------ Records shown
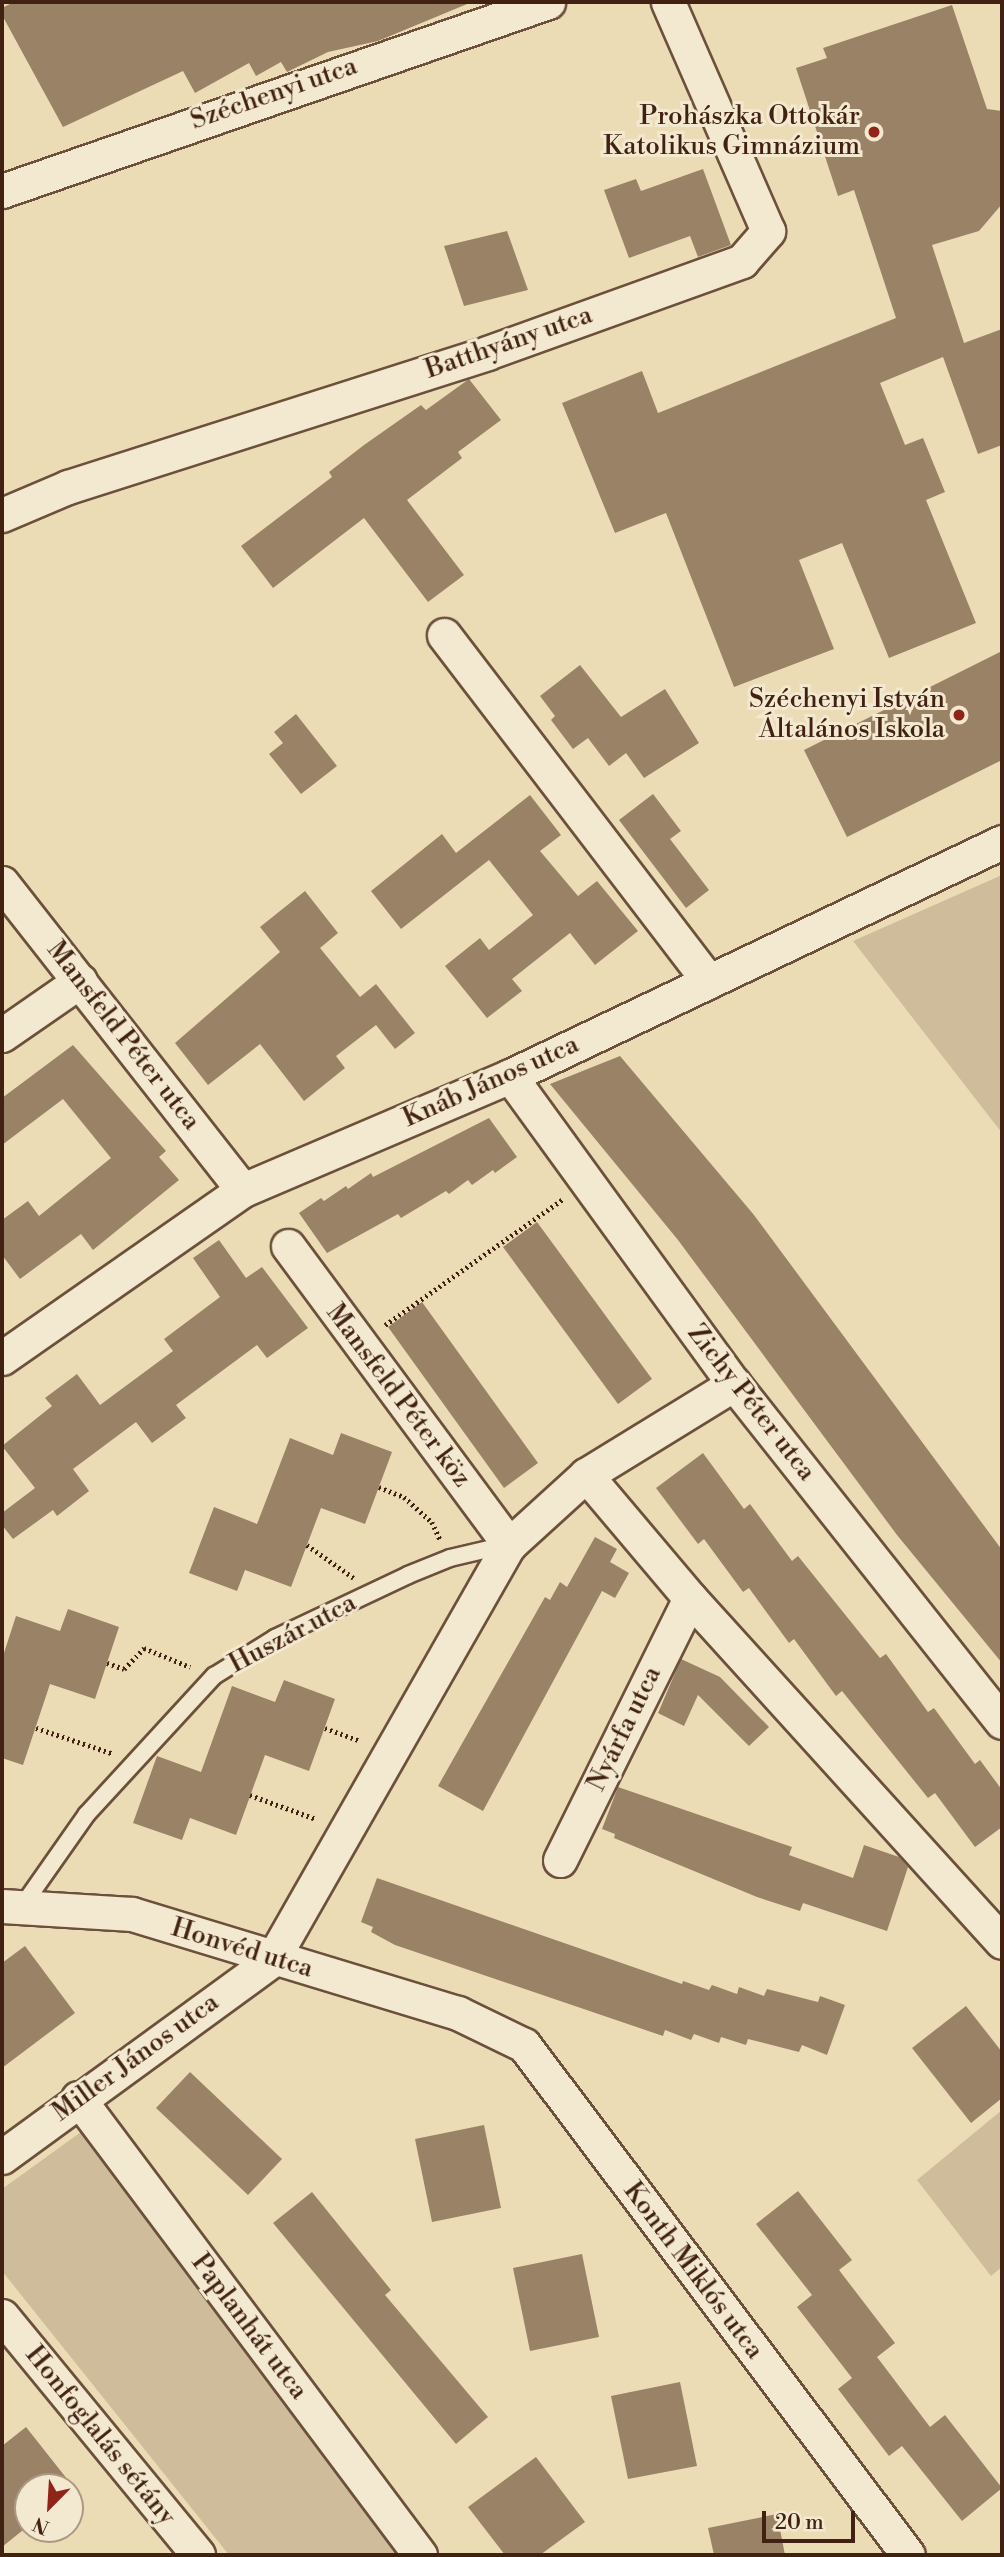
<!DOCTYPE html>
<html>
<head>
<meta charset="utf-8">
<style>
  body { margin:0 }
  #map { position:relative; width:1004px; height:2557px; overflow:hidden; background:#ecdcb6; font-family:"Libre Bodoni",serif }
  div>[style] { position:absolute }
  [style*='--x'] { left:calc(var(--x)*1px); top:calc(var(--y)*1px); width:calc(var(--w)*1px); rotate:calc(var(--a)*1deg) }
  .green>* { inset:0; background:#cfbc9a }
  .building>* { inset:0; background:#9a8267 }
  .path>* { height:4.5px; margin-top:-2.25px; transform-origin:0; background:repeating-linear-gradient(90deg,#412112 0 2px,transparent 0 5.5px) }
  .roads { filter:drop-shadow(2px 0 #6c503b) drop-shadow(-2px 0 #6c503b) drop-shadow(0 2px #6c503b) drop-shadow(0 -2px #6c503b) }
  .lane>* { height:16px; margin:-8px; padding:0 8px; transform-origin:8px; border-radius:8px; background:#f3e8d0 }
  .street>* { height:33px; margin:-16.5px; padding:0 16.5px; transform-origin:16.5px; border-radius:16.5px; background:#f3e8d0 }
  .dots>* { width:19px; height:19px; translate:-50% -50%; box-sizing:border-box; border:4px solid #f3e8d0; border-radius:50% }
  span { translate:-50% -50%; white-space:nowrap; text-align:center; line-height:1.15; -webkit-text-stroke:6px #f3e8d0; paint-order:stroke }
  .street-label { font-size:26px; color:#412112 }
  .poi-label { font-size:26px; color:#412112 }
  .right { translate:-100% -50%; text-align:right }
  .frame { position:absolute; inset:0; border:4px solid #412112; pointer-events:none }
  .north { position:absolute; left:14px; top:2473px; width:70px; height:70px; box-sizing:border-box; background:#f3e8d0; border:2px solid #ac9884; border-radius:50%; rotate:204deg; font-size:19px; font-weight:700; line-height:28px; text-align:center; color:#412112 }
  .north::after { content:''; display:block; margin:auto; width:24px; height:32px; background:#8f2418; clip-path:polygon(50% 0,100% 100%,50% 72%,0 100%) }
  .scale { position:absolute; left:762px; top:2511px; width:93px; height:32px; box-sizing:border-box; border:4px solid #412112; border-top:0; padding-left:9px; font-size:21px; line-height:24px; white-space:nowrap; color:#412112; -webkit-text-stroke:5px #f3e8d0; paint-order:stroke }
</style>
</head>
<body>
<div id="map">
  <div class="green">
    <i style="clip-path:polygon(1002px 875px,1002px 1133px,853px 941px)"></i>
    <i style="clip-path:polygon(1002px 2110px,1002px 2267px,991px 2276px,917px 2180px)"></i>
    <i style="clip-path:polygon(81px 2132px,398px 2555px,229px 2555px,2px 2271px,2px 2189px)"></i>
  </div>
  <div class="building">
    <i style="clip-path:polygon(14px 2px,472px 2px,378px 41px,328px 52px,287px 72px,281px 62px,256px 76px,249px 63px,195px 93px,183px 71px,63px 127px,2px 15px,2px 8px)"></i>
    <i style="clip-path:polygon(952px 5px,987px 109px,1002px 111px,1002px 204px,979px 231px,932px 245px,964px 343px,1002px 329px,1002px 445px,978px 454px,943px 357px,880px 383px,905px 445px,923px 438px,945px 492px,926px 500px,976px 623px,889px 658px,842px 543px,799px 560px,834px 649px,734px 687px,666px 513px,615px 533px,562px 403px,642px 371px,658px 413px,896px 318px,854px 190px,838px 196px,796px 68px,827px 58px,823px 48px)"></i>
    <i style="clip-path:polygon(703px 169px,731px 245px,698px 257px,690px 236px,629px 258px,604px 190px,636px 179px,641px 191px)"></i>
    <i style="clip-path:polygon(507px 231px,528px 290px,464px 306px,444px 246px)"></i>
    <i style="clip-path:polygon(469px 379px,501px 420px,458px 452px,462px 458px,407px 500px,464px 575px,428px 602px,364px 518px,273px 588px,241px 546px,332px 477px,329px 472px,364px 445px,421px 405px,426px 410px)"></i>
    <i style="clip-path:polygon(1002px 651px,1002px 760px,847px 837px,804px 750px)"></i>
    <i style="clip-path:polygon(580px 665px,621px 717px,665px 689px,699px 743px,644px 778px,626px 753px,609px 766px,588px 738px,573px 749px,551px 720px,555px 716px,540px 696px)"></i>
    <i style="clip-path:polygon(296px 714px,337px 766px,301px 794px,269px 754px,283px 743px,274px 732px)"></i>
    <i style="clip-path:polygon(653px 794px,681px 831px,670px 839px,709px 890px,686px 908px,619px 820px)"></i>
    <i style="clip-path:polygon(530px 795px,561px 835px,540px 851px,578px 896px,597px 881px,638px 931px,595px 965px,570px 933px,512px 979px,522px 991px,487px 1018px,445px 966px,480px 938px,489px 950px,533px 915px,489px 860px,401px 929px,371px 891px,442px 834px,456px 853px)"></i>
    <i style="clip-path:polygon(305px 891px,338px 933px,320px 948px,360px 997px,376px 984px,415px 1033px,395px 1049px,376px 1025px,336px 1056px,345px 1068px,304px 1101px,260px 1044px,208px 1085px,175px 1043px,280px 952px,260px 927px)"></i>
    <i style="clip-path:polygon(73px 1045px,166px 1151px,159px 1157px,179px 1180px,93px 1250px,81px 1234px,20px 1279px,2px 1255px,2px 1220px,28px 1201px,39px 1216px,111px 1158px,63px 1099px,2px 1145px,2px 1098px)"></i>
    <i style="clip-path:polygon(620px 1056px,754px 1215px,1002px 1550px,1002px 1663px,897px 1535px,678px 1240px,550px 1084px)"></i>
    <i style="clip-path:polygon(489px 1118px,517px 1157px,495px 1173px,493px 1170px,472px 1185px,468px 1180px,449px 1194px,446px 1191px,401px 1218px,398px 1214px,327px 1253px,299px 1213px,321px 1198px,324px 1201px,346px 1186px,348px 1189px,371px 1173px,373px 1177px)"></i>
    <i style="clip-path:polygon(537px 1222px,652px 1379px,618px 1404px,503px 1247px)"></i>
    <i style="clip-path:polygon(219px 1240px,246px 1278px,262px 1267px,308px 1328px,267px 1358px,257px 1345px,176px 1405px,186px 1418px,152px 1443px,136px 1422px,73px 1469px,89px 1491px,57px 1516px,53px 1510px,13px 1539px,2px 1525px,2px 1513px,35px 1488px,2px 1446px,52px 1406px,45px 1398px,77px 1374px,100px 1405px,173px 1351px,164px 1339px,220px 1297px,193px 1258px)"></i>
    <i style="clip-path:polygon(422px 1302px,538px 1463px,504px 1488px,388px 1327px)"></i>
    <i style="clip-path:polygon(341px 1433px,392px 1452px,365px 1524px,321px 1508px,291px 1587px,245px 1570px,237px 1591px,189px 1573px,214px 1507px,257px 1524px,290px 1438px,333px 1455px)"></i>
    <i style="clip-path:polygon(703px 1453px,744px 1509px,750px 1504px,792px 1561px,798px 1556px,880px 1658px,886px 1654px,928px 1712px,934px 1708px,975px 1764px,980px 1760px,1002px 1790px,1002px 1827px,975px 1847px,935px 1793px,928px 1798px,842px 1691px,836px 1696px,794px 1639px,789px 1643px,749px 1588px,743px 1592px,704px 1539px,698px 1544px,656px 1488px)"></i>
    <i style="clip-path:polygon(595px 1537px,617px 1549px,610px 1562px,629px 1573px,615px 1598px,602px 1591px,483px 1811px,438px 1786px,545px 1597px,550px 1600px,560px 1582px,567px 1587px)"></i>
    <i style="clip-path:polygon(68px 1609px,119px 1627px,95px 1699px,50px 1684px,23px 1765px,2px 1758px,2px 1659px,16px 1616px,60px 1631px)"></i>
    <i style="clip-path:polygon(681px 1659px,720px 1677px,769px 1727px,749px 1746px,698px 1695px,684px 1726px,658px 1713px)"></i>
    <i style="clip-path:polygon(284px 1680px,335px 1699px,309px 1771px,265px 1755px,236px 1835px,190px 1818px,182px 1840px,133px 1823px,157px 1756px,201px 1772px,232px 1686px,275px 1702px)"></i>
    <i style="clip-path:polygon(618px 1787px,792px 1847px,789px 1855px,853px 1878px,864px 1845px,899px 1857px,908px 1867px,887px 1931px,803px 1903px,800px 1911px,757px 1897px,614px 1838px,615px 1834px,602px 1829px)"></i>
    <i style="clip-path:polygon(377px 1878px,682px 1984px,683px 1981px,709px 1990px,712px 1985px,737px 1994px,739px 1987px,764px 1996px,767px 1989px,818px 2002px,820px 1996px,845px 2005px,827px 2055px,802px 2045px,799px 2052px,748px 2039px,746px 2045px,721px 2037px,719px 2043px,694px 2034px,691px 2040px,665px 2030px,663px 2036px,395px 1945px,371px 1932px,373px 1927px,361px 1922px)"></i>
    <i style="clip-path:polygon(25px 1946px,75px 2013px,2px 2068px,2px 1963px)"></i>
    <i style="clip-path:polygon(966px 2006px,1002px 2052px,1002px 2098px,971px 2123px,912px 2048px)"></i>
    <i style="clip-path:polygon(190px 2072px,282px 2159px,248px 2195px,156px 2108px)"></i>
    <i style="clip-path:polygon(484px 2125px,501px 2208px,432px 2222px,415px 2139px)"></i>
    <i style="clip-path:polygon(798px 2191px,852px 2260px,839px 2270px,895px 2343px,877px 2357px,930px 2427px,945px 2415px,1002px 2488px,962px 2521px,902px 2446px,889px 2456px,838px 2389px,852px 2378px,797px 2307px,812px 2295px,756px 2224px)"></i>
    <i style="clip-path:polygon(312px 2192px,391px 2290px,385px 2295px,488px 2417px,456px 2444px,273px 2223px)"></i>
    <i style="clip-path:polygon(582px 2254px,599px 2337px,530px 2351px,513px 2268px)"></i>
    <i style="clip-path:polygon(680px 2382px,697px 2466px,628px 2479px,611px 2396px)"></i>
    <i style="clip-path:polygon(26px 2427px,75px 2489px,70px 2493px,70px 2487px,28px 2487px,28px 2526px,2px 2547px,2px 2446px)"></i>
    <i style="clip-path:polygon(536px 2457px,585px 2522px,540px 2555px,505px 2555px,468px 2507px)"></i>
    <i style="clip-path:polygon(777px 2514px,785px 2555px,714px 2555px,708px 2528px)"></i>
  </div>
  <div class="path">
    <i style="--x:385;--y:1325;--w:218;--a:-35.3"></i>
    <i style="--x:379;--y:1487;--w:27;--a:22"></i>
    <i style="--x:404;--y:1497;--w:38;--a:42"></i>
    <i style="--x:432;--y:1522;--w:19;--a:65"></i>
    <i style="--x:307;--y:1545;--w:57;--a:35.1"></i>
    <i style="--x:107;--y:1663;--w:18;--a:19"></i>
    <i style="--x:124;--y:1669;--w:29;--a:-46"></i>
    <i style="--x:144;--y:1648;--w:50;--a:22.4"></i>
    <i style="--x:36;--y:1728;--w:82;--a:18.4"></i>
    <i style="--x:325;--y:1728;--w:38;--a:20"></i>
    <i style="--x:250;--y:1795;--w:70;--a:20"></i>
  </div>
  <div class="roads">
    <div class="lane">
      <i style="--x:23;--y:1905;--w:111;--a:-54.9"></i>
      <i style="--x:87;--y:1814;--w:188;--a:-47.4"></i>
      <i style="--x:214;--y:1676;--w:72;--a:-31.9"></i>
      <i style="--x:275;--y:1638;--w:147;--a:-25.3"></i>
      <i style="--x:408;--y:1575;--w:45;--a:-22"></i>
      <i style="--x:450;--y:1558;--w:57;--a:-13.1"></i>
    </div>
    <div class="street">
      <i style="--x:2;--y:191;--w:578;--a:-19.09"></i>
      <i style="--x:2;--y:515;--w:72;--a:-23"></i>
      <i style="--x:68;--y:487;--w:440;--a:-17.7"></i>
      <i style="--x:487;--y:353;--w:271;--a:-19.8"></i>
      <i style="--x:742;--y:261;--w:40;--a:-49"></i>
      <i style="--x:768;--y:231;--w:250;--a:-113.6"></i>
      <i style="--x:444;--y:635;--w:436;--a:52.6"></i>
      <i style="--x:2;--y:883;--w:390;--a:51.9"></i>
      <i style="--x:2;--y:1035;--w:95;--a:-34.7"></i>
      <i style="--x:510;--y:1076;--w:381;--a:54"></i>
      <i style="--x:734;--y:1384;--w:431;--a:51.6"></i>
      <i style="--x:288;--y:1246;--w:372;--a:53.5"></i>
      <i style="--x:2;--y:1358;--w:294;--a:-34.9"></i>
      <i style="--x:243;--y:1190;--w:290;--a:-23.1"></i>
      <i style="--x:510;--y:1076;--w:545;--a:-25.44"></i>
      <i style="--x:586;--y:1475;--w:161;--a:49.8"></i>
      <i style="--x:690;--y:1598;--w:464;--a:47.8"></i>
      <i style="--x:560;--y:1860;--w:292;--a:-63.6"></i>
      <i style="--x:2;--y:1906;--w:130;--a:3.5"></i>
      <i style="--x:132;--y:1914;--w:341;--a:16.9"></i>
      <i style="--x:458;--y:2013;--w:73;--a:25.9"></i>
      <i style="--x:524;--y:2045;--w:638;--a:53.02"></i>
      <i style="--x:78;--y:2098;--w:571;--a:53.19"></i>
      <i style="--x:2;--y:2157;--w:334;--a:-36.1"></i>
      <i style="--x:272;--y:1960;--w:478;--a:-60.3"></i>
      <i style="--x:509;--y:1545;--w:104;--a:-42.3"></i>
      <i style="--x:586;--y:1475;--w:174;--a:-31.6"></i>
      <i style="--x:2;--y:2316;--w:309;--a:50.6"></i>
    </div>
  </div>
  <div class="dots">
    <i style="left:874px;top:132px;background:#8f2418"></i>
    <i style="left:959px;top:715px;background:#8f2418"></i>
  </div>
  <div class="street-label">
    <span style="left:274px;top:94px;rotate:-19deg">Széchenyi utca</span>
    <span style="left:509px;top:343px;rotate:-19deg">Batthyány utca</span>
    <span style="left:123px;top:1036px;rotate:52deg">Mansfeld Péter utca</span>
    <span style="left:491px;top:1082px;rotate:-24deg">Knáb János utca</span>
    <span style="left:398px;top:1396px;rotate:53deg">Mansfeld Péter köz</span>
    <span style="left:751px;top:1403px;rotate:52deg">Zichy Péter utca</span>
    <span style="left:293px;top:1634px;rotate:-28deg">Huszár utca</span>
    <span style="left:625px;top:1729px;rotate:-64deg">Nyárfa utca</span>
    <span style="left:242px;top:1949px;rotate:17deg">Honvéd utca</span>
    <span style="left:136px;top:2058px;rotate:-36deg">Miller János utca</span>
    <span style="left:693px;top:2271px;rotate:53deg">Konth Miklós utca</span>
    <span style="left:249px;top:2327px;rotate:53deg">Paplanhát utca</span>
    <span style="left:100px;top:2436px;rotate:51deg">Honfoglalás sétány</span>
  </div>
  <div class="poi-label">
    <span class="right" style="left:860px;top:132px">Prohászka Ottokár<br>Katolikus Gimnázium</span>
    <span class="right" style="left:945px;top:715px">Széchenyi István<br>Általános Iskola</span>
  </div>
  <div class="frame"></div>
  <div class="north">N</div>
  <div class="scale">20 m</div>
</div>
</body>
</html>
------------
## Requirement:
If a line comes after the line with "filter:drop-shadow(2px 0 #6c503b)", it stays out; print exactly every line from the start of the entries up to and including that line, but no pictures.

## Exercise solution:
<!DOCTYPE html>
<html>
<head>
<meta charset="utf-8">
<style>
  body { margin:0 }
  #map { position:relative; width:1004px; height:2557px; overflow:hidden; background:#ecdcb6; font-family:"Libre Bodoni",serif }
  div>[style] { position:absolute }
  [style*='--x'] { left:calc(var(--x)*1px); top:calc(var(--y)*1px); width:calc(var(--w)*1px); rotate:calc(var(--a)*1deg) }
  .green>* { inset:0; background:#cfbc9a }
  .building>* { inset:0; background:#9a8267 }
  .path>* { height:4.5px; margin-top:-2.25px; transform-origin:0; background:repeating-linear-gradient(90deg,#412112 0 2px,transparent 0 5.5px) }
  .roads { filter:drop-shadow(2px 0 #6c503b) drop-shadow(-2px 0 #6c503b) drop-shadow(0 2px #6c503b) drop-shadow(0 -2px #6c503b) }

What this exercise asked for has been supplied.